Hefestos de Villa Santa Rita
Cada tanto me acuerdo de Rodolfo,
el herrero de la esquina de la casa de mi vieja, allá en Villa Santa Rita, en
Capital. Yo daba vueltas con mi bici con rueditas mientras el pegaba mazazos
sobre un reja en su yunque, y después ahogaba sin piedad un cacho de fierro al
rojo vivo en una fragua que chillaba por todo el barrio a las cinco de la
tarde.
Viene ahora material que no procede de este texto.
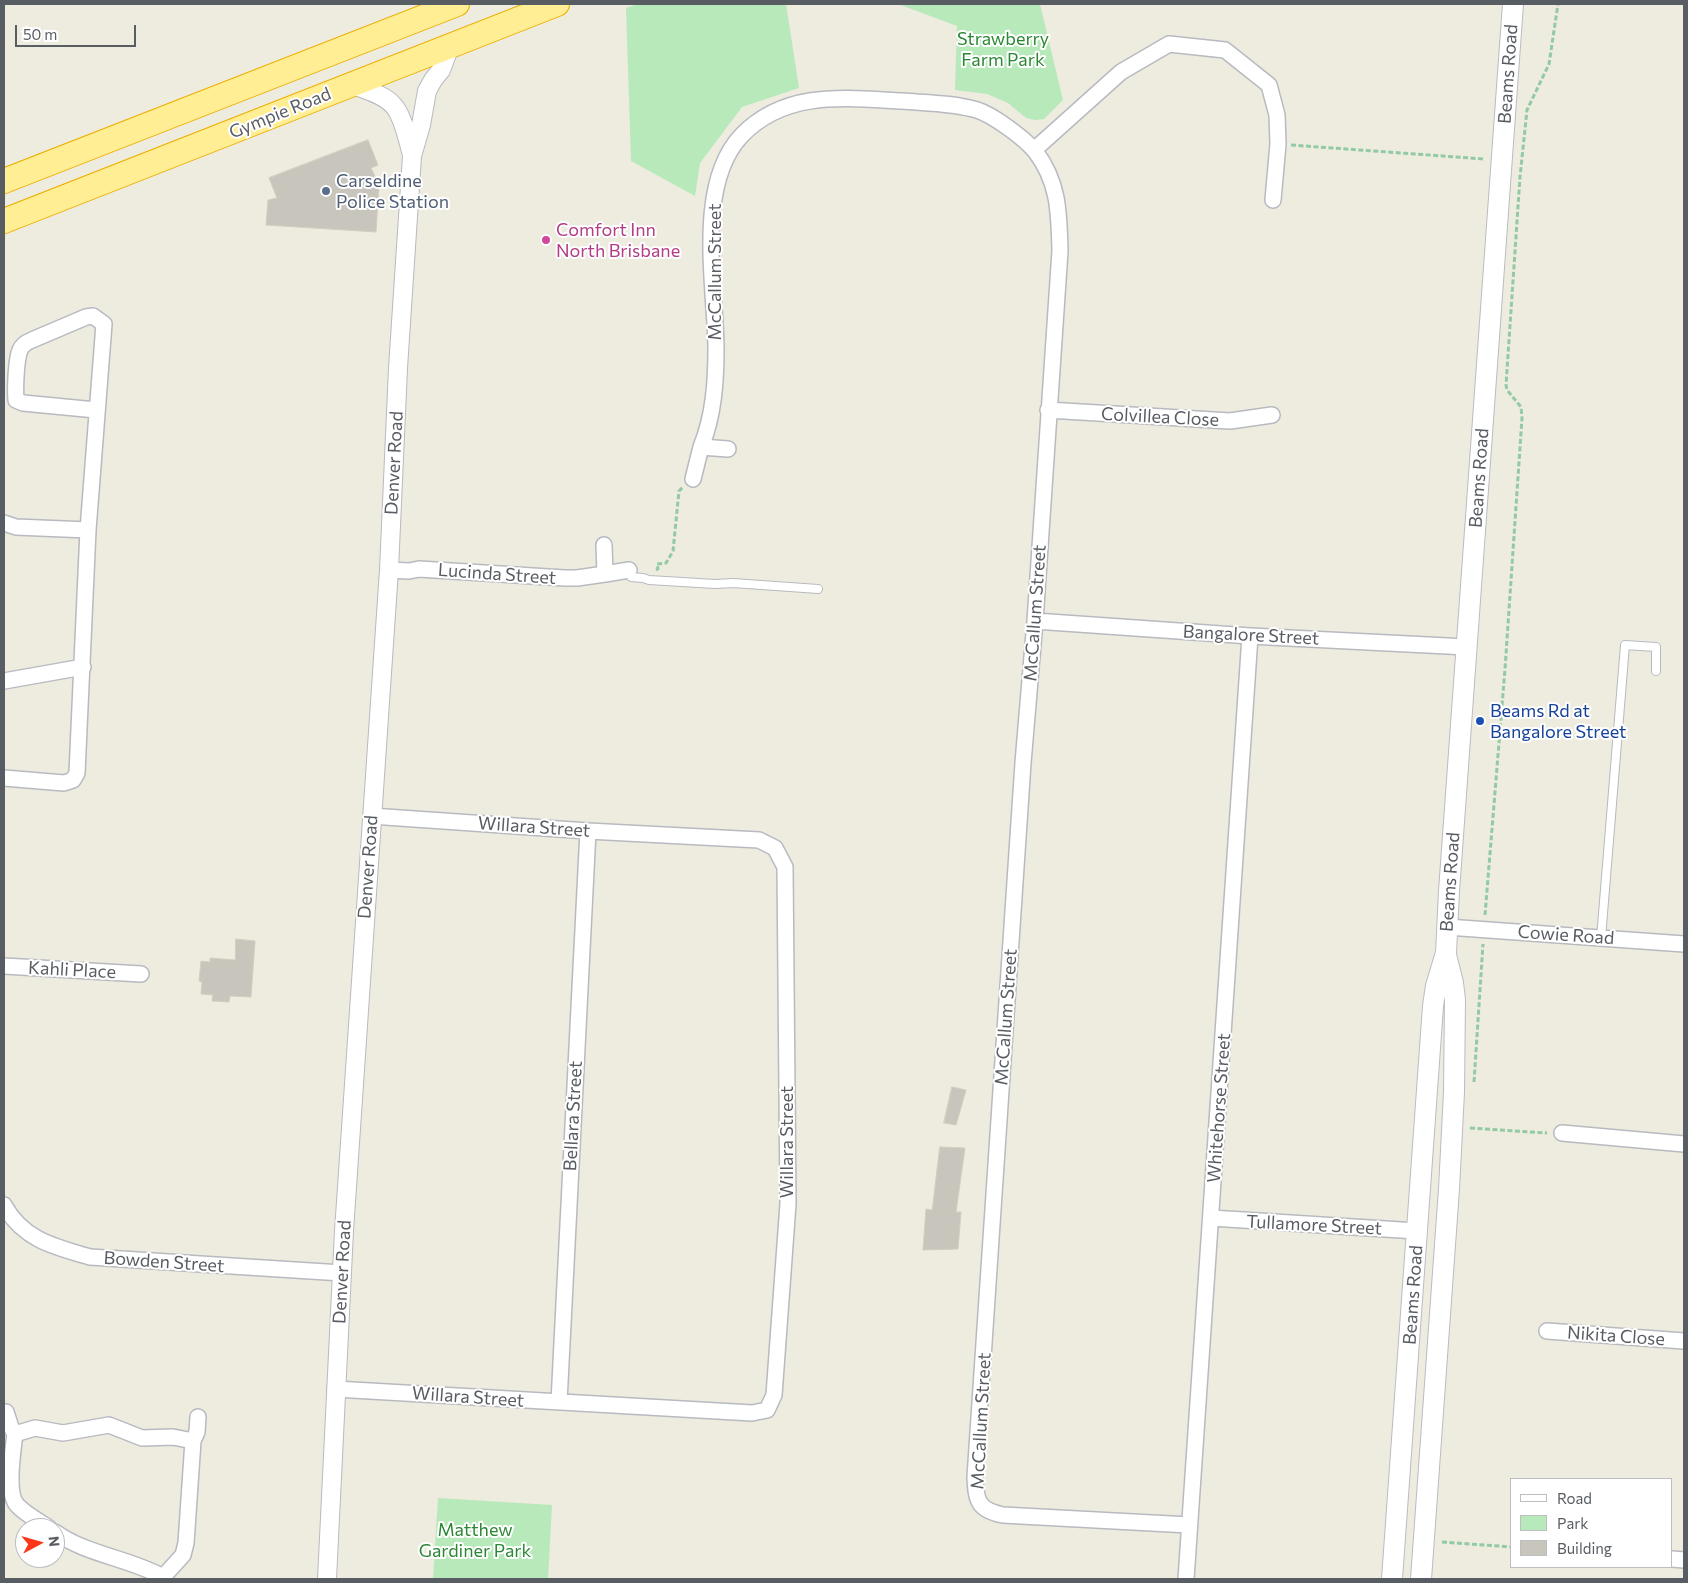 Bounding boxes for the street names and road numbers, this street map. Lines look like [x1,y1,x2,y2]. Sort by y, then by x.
street label: Beams Road [1494,23,1522,125]
street label: Gympie Road [226,83,334,143]
street label: McCallum Street [704,203,726,341]
street label: Colvillea Close [1100,403,1220,431]
street label: Denver Road [380,411,408,515]
street label: Beams Road [1465,427,1493,529]
street label: McCallum Street [1019,544,1051,682]
street label: Lucinda Street [437,559,557,589]
street label: Bangalore Street [1182,621,1320,649]
street label: Willara Street [477,812,591,842]
street label: Denver Road [354,814,382,920]
street label: Beams Road [1436,831,1464,933]
street label: Cowie Road [1517,921,1615,949]
street label: McCallum Street [990,948,1022,1086]
street label: Kahli Place [27,957,117,983]
street label: Whitehorse Street [1203,1032,1235,1184]
street label: Bellara Street [559,1060,587,1172]
street label: Willara Street [776,1086,798,1198]
street label: Tullamore Street [1246,1211,1382,1239]
street label: Denver Road [328,1220,356,1324]
street label: Beams Road [1399,1244,1427,1346]
street label: Bowden Street [103,1247,225,1277]
street label: Nikita Close [1566,1322,1666,1350]
street label: McCallum Street [967,1352,995,1490]
street label: Willara Street [411,1382,525,1412] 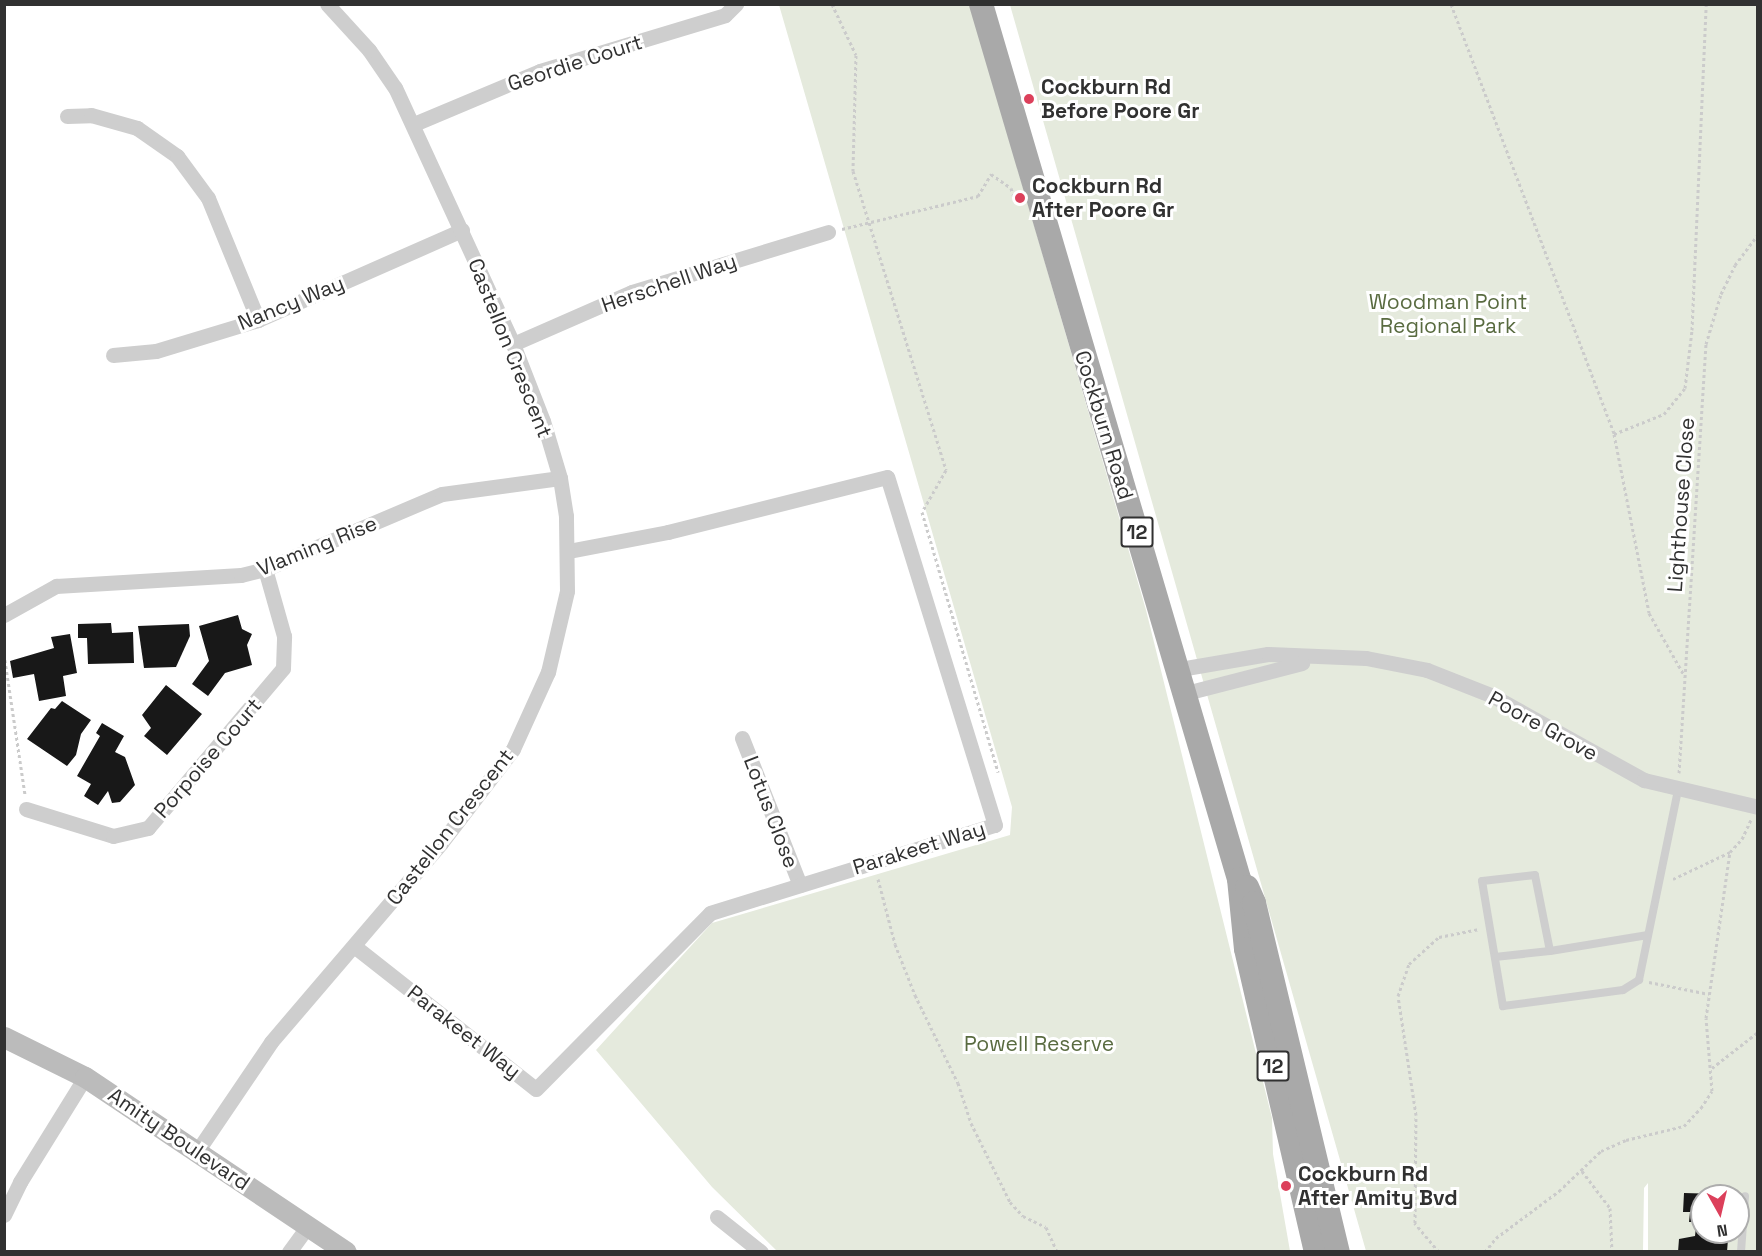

Como Hefestos de Santa Rita, con la panza peluda al aire, con las manos
rojas, apretadas, los cachetes colorados y la mirada de un ser mitológico, en
pleno proceso de creación.
De grande cuando visitaba a mi
vieja, pasaba a saludar a Rodolfo. Ya viejo, vencido, cansado, con pelos en las
orejas, la nariz, los nudillos, como una maceta quebradiza a la que se le
piantan los yuyos. No sé cuántos bypass a cuestas, diabetes, artritis,
infartos, y seguía vivo. Pero cuando le preguntaba como estaba, me decía que
esperando morirse. Ya no quedaba nadie conocido en el barrio. Ya no podía
trabajar, ya no podía encender la fragua donde forjaba rayos para Zeus de Villa
Santa Rita. Ya no tenía propósito, no tenía amigos vivos, conocidos, los hijos
ya estaban grandes y venían a visitarlo muy de vez en cuando. Solo esperaba
morirse.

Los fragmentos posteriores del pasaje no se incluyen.